An App Fair app strives to be available for every mobile device and operating system. Currently, this entails support for both iOS and Android. In the future, this will include additional emerging platforms as they become more prominent. A user on a current-model iPhone and a user on a budget Android device should receive the same set of features, each refined to feel at home on the respective platform.

SwiftUI source is compiled to a native iOS app and transpiled to a native Jetpack Compose Android app, so the underlying mechanics of cross-platform delivery are handled automatically. The developer’s responsibility is to make platform decisions that include both audiences rather than excluding one of them.

An App Fair app supports the user’s language. Every user-facing string is externalized, the supported locales are kept current, and the store listing is translated alongside the app itself. The catalog aggregates apps across more than a dozen primary locales (Arabic, Chinese, English, French, German, Hindi, Indonesian, Italian, Japanese, Korean, Portuguese, Russian, Spanish, and others). The app must ship with at least English and French translations as a minimum verification baseline (see Localization).

In practice, this requires the use of SwiftUI’s localization infrastructure: primarily an Localizable.xcstrings String Catalog for every visible string. These catalogs are bridged to Android’s string-resource system automatically, so a translation contributed once applies to both platforms.

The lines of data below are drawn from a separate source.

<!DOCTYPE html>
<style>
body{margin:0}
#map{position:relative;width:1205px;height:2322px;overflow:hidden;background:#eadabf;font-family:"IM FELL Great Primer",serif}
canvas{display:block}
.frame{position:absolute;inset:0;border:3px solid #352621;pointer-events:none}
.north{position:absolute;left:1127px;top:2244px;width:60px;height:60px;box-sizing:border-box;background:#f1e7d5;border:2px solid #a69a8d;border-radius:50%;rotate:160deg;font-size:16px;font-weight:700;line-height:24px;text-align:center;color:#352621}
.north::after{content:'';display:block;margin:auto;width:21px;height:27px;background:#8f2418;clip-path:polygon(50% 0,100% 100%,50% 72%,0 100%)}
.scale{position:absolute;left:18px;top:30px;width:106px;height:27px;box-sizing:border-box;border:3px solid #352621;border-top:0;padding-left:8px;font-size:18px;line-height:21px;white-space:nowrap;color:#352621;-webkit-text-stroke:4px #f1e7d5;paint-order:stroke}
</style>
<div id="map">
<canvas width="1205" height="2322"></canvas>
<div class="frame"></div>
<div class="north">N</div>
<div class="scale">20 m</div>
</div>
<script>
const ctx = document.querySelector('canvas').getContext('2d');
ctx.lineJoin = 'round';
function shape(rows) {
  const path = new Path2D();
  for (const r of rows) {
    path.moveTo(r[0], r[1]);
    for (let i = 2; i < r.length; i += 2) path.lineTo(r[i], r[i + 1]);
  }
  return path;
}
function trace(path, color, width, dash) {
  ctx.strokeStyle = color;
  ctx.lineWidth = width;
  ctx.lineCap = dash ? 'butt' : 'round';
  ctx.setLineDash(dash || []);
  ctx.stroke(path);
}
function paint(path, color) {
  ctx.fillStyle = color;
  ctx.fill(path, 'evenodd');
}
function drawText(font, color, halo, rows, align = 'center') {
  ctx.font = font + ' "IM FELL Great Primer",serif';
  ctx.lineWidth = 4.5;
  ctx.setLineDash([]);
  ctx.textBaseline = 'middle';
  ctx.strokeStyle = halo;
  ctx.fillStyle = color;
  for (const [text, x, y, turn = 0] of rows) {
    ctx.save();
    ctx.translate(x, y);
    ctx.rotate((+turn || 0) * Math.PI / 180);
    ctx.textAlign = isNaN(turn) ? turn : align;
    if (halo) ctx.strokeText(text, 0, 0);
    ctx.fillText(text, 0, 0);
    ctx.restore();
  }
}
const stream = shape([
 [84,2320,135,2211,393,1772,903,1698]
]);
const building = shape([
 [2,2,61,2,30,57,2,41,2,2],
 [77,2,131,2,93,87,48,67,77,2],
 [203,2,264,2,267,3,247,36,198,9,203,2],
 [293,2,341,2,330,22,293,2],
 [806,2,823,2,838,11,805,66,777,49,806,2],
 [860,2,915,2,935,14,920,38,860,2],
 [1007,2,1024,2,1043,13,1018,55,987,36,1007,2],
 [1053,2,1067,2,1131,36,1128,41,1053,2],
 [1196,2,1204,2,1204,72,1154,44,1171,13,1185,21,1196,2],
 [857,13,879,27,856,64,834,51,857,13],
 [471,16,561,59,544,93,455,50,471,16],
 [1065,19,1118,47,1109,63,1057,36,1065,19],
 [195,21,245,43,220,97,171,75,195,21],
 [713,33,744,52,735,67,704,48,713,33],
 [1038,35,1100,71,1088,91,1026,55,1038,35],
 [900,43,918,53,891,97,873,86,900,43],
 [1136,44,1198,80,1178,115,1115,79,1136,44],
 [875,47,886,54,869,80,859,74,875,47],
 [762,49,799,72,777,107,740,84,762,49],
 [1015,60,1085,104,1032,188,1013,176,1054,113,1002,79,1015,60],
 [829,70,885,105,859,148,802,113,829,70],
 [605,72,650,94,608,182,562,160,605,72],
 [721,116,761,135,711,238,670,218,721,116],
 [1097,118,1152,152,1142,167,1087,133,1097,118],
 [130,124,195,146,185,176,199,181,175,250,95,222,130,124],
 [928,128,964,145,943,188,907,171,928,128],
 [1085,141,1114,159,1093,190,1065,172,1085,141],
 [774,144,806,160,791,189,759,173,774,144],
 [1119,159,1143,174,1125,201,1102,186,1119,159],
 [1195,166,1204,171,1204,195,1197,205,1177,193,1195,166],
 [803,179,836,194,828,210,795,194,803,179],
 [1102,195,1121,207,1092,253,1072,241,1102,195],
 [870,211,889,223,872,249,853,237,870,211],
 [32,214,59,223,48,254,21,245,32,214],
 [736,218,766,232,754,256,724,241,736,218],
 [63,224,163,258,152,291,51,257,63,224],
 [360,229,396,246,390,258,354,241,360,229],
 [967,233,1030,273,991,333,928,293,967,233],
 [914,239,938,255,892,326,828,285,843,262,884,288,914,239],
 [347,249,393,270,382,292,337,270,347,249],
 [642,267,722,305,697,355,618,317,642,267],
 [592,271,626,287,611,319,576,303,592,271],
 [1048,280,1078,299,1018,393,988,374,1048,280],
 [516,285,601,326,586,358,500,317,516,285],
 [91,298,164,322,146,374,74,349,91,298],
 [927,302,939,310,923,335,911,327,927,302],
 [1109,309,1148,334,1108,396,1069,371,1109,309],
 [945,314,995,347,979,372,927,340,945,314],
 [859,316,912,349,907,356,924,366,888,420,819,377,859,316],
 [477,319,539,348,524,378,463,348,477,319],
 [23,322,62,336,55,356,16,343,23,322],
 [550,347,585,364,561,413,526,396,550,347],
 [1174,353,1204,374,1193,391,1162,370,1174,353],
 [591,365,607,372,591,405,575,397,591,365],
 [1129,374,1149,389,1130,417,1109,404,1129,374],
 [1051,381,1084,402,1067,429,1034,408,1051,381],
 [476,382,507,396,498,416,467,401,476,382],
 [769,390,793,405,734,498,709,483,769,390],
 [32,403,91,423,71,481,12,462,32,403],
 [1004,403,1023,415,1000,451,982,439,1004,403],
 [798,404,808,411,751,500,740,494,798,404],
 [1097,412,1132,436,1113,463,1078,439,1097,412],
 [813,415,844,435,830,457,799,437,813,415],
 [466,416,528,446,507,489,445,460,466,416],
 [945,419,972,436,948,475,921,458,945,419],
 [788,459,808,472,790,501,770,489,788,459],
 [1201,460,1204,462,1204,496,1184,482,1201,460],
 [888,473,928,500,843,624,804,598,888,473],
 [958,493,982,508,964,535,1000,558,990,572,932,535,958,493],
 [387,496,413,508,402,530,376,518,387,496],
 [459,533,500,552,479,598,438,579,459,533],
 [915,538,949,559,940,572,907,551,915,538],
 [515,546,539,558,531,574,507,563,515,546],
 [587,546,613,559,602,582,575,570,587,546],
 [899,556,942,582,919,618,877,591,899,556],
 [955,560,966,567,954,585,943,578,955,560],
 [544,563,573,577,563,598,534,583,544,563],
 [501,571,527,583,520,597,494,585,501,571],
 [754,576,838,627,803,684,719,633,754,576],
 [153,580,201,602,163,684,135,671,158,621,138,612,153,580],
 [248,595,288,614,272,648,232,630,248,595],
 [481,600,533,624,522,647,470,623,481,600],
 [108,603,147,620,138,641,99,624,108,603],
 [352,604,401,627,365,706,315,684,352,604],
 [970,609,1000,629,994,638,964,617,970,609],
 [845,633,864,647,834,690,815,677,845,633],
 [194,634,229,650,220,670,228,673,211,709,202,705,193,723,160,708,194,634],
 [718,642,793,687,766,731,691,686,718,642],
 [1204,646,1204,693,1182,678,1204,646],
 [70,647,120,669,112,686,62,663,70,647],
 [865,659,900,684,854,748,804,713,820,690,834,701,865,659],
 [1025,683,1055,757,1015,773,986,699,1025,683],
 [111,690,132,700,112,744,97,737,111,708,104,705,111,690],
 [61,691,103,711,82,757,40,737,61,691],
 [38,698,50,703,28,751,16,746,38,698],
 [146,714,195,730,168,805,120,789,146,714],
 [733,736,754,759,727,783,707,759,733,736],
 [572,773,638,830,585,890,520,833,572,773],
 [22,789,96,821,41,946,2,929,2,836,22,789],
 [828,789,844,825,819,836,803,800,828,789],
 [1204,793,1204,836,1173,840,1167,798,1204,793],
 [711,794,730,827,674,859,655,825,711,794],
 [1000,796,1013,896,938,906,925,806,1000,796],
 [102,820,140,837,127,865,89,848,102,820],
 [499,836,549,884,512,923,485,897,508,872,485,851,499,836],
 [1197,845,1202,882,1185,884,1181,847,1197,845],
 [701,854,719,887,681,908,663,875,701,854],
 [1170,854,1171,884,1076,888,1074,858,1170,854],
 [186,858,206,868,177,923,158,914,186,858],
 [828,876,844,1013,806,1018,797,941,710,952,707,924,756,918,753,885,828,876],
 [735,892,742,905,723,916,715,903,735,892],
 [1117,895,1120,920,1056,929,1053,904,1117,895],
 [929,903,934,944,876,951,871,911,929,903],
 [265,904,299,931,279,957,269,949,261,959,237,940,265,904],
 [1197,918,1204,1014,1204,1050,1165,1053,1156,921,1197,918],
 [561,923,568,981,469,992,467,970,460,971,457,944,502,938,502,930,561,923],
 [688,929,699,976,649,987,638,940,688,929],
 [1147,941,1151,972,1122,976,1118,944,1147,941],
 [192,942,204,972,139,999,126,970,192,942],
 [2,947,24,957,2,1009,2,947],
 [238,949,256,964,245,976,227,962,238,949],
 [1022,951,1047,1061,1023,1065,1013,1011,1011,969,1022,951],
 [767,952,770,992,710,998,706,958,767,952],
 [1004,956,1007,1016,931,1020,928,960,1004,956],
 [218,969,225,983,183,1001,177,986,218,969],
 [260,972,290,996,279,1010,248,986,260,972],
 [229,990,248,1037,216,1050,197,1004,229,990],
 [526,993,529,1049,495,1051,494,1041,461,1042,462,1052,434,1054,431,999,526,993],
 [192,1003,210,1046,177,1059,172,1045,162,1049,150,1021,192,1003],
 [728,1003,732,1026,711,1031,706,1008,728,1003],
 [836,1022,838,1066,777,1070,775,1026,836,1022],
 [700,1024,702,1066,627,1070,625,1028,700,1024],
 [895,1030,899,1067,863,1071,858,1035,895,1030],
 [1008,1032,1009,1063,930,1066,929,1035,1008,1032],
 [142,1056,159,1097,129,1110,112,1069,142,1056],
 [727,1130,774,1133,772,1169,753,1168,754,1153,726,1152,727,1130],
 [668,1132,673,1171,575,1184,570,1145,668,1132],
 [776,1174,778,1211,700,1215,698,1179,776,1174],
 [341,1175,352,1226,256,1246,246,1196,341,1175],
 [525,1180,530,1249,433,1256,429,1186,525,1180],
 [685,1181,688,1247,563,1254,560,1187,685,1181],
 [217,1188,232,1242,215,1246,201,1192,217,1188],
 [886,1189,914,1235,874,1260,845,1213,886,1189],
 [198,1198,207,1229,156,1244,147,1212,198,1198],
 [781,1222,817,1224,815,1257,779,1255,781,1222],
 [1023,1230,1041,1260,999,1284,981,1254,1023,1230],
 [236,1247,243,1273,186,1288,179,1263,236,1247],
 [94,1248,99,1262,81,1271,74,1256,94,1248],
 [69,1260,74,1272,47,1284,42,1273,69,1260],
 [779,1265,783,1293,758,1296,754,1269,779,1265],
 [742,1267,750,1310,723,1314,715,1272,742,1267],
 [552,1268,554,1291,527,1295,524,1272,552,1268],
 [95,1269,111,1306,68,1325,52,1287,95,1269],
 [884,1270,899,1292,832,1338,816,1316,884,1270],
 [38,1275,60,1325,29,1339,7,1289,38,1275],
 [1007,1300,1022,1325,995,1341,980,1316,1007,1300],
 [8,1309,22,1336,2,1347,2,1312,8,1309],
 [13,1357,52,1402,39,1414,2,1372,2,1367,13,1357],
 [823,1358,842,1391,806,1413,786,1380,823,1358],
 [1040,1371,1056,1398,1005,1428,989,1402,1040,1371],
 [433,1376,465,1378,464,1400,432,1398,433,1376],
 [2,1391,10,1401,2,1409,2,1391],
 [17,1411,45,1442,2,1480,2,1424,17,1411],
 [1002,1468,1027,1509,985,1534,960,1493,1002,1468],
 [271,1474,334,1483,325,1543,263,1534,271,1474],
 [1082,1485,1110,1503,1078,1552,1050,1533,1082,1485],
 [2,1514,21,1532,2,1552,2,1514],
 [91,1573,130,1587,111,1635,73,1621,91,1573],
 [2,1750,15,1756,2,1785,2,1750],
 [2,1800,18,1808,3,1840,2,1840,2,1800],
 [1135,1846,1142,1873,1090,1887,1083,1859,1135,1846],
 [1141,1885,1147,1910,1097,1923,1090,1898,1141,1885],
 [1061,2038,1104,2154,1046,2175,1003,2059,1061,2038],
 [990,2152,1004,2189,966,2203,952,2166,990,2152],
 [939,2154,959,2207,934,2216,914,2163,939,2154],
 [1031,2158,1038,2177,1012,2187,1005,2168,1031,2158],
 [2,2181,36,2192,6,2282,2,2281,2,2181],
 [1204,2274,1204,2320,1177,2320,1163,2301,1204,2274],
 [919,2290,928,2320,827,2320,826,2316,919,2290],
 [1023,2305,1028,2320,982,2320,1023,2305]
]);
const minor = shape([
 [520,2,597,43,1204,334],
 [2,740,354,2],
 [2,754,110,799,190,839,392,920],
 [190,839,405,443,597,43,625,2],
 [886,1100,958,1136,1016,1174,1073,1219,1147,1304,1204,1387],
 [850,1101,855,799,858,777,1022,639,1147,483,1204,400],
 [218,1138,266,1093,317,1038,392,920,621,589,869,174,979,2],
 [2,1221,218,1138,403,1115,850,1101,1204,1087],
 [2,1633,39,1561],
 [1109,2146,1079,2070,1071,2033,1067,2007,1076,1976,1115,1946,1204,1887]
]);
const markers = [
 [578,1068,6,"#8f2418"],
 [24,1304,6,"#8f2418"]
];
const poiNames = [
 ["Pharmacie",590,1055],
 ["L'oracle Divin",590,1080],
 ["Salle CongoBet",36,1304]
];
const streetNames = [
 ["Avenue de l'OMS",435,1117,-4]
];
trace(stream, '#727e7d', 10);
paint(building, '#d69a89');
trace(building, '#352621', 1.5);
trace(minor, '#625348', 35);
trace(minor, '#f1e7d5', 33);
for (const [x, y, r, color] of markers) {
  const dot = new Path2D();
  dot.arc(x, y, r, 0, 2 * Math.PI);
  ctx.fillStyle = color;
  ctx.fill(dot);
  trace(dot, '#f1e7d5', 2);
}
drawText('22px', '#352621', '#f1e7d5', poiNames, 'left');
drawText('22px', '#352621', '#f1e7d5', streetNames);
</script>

An App Fair app should be usable by people across the spectrum of abilities. This includes users of VoiceOver and TalkBack, users of Dynamic Type at the largest sizes, users of Switch Control, and users who rely on sufficient colour contrast.

None of this is optional. Building accessibility in from the start is cheap; retrofitting it later isn’t. The same affordances (larger text, better contrast, bigger tap targets) turn out to help most users at some point, not only the users who need them every day.

An initial App Fair submission is not expected to be perfect against each cornerstone: they are aspirational cornerstones, and software is always a work in progress. A clear commitment to each cornerstone is expected, along with an architecture that allows each cornerstone to be improved over time.